When Should My Child Learn Letters and Numbers

When Should My Child Learn Letters and Numbers

When should my child learn letters and numbers?

Many preschool and day care programs claim to be "academic," teaching very young children to count, recite the alphabet, and learn various concepts. Such emphasis on educational activities is part of a larger, society-wide push to have children learn more, faster. Publishers put out educational books and software; toy companies manufacture educational games; television shows teach the alphabet and numbers. Because of pressure from friends, neighbors, some child development professionals, and the media, many parents feel concerned if their young child hasn't yet learned shapes, colors, letters, and numbers.

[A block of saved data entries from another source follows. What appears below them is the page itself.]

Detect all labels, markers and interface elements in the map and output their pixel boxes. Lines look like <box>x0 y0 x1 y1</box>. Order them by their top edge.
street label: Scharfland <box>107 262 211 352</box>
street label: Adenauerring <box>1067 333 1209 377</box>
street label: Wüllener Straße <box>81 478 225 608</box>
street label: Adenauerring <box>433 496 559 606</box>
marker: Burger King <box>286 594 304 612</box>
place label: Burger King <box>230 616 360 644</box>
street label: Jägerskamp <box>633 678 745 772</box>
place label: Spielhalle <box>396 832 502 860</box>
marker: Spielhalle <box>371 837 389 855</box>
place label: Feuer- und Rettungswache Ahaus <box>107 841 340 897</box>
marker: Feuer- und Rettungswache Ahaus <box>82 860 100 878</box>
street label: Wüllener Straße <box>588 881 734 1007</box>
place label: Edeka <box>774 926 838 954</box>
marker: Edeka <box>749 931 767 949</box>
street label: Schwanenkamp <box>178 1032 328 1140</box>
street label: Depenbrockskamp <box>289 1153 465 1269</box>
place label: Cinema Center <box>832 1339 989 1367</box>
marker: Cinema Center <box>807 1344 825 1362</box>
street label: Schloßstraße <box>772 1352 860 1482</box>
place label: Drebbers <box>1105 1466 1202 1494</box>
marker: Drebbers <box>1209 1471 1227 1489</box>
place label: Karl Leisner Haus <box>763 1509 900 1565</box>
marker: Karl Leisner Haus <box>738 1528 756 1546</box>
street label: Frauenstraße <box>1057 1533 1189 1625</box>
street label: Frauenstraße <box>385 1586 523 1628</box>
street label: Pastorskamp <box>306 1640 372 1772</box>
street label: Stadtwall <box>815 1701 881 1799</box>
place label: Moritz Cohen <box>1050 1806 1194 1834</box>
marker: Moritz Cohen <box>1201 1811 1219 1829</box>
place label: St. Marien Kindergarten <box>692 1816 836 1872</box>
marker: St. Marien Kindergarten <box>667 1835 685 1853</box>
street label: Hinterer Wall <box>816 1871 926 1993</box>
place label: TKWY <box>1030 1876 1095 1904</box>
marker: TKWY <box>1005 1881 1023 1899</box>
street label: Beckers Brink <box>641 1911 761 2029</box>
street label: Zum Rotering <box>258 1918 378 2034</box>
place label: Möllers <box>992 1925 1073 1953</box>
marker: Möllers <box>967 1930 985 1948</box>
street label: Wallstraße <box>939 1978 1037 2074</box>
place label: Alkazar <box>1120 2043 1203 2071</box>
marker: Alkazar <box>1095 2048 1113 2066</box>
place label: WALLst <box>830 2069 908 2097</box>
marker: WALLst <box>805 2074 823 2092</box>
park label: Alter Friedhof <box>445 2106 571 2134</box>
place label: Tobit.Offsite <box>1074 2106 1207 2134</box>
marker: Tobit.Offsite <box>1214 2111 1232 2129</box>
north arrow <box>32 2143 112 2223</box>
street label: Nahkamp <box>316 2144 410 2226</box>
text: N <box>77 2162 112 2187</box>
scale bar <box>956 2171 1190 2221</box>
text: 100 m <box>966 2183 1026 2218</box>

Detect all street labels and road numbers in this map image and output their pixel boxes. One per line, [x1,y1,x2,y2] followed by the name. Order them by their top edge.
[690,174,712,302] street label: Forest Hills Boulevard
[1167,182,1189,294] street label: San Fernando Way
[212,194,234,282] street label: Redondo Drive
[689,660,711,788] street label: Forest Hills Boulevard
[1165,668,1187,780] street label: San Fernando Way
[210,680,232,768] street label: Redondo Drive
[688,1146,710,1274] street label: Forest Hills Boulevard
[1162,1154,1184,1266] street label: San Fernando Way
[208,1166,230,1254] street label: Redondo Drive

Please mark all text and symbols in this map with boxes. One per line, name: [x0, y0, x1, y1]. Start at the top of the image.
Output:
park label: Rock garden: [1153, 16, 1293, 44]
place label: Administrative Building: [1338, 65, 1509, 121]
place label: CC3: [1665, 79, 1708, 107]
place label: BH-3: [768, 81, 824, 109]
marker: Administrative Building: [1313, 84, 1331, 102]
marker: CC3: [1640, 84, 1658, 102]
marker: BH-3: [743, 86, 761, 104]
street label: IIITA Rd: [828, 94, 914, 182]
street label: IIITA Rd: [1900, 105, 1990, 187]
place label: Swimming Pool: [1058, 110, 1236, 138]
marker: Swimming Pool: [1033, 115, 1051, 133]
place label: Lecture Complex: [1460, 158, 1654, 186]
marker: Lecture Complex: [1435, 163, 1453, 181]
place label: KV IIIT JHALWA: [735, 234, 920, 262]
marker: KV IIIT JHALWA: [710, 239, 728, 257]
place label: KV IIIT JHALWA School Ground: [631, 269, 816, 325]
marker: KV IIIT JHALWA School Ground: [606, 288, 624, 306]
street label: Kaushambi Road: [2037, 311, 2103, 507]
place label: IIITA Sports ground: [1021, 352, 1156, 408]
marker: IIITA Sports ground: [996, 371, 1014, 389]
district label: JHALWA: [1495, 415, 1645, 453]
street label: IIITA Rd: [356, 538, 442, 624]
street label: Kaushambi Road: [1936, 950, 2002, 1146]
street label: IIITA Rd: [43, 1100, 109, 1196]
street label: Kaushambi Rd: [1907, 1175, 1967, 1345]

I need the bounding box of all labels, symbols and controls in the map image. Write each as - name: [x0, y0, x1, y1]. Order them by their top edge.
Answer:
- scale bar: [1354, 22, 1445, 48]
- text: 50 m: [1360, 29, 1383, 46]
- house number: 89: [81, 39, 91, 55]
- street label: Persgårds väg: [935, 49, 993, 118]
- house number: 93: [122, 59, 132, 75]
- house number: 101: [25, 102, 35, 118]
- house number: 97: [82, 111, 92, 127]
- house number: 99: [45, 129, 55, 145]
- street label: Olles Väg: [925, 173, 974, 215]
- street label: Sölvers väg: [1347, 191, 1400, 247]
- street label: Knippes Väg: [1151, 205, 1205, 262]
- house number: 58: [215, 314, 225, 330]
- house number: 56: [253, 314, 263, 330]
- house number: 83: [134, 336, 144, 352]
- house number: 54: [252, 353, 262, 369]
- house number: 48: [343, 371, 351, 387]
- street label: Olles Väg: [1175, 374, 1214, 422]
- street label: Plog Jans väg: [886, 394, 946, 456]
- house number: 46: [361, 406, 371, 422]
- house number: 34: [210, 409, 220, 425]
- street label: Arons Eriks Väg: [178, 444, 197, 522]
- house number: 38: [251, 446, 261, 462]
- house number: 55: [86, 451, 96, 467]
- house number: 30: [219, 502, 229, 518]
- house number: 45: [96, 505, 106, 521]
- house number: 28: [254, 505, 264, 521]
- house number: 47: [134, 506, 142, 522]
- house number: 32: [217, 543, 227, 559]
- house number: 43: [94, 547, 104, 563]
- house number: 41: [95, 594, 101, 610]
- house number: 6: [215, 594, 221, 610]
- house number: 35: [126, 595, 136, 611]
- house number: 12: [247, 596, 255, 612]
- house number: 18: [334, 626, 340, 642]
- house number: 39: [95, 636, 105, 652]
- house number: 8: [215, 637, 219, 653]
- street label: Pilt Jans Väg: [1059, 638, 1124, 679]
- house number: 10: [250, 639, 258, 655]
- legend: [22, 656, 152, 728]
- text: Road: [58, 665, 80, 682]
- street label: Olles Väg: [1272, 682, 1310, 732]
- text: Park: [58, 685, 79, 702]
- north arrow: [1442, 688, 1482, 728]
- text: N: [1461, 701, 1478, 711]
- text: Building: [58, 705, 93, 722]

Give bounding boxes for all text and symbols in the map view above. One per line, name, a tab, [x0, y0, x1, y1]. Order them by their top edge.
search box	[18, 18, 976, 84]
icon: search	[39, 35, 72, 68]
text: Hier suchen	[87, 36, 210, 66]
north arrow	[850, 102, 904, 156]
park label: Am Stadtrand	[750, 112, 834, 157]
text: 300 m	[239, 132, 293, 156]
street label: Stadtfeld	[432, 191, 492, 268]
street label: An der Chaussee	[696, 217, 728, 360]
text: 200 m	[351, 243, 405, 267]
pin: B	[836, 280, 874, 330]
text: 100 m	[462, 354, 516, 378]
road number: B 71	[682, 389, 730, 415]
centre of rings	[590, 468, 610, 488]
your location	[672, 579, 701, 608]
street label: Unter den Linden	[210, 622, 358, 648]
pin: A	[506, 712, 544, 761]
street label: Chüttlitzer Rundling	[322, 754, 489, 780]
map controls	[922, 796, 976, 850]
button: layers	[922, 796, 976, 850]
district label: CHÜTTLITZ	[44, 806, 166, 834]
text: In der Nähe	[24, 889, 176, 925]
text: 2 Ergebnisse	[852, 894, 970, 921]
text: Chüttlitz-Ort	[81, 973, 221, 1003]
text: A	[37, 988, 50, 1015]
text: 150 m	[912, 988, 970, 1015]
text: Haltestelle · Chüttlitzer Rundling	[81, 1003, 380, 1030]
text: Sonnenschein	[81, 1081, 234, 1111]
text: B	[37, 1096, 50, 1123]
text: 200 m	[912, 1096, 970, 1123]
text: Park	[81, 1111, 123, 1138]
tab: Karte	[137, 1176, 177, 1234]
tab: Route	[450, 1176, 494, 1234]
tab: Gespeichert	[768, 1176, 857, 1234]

It's possible to teach a young child to memorize and then recite back almost any short list, including the numbers from one to ten and the alphabet. A three-year-old may know that saying "One, two, three, four," is called counting, but she probably won't understand that the number eight represents eight objects until she's four or five.

A child can't be taught to understand concepts before she's developmentally ready. Gradually, as she's read to and as she experiments, plays with objects, asks questions, observes her environment, and explores, she'll learn what words and numbers mean. If her natural curiosity is encouraged and she has materials to experiment with, she'll learn concepts easily. But too much emphasis on early education may discourage a child and diminish her natural drive to learn. Parents can wait until their child shows a spontaneous interest in letters, words, and concepts, and then follow up on what she can do.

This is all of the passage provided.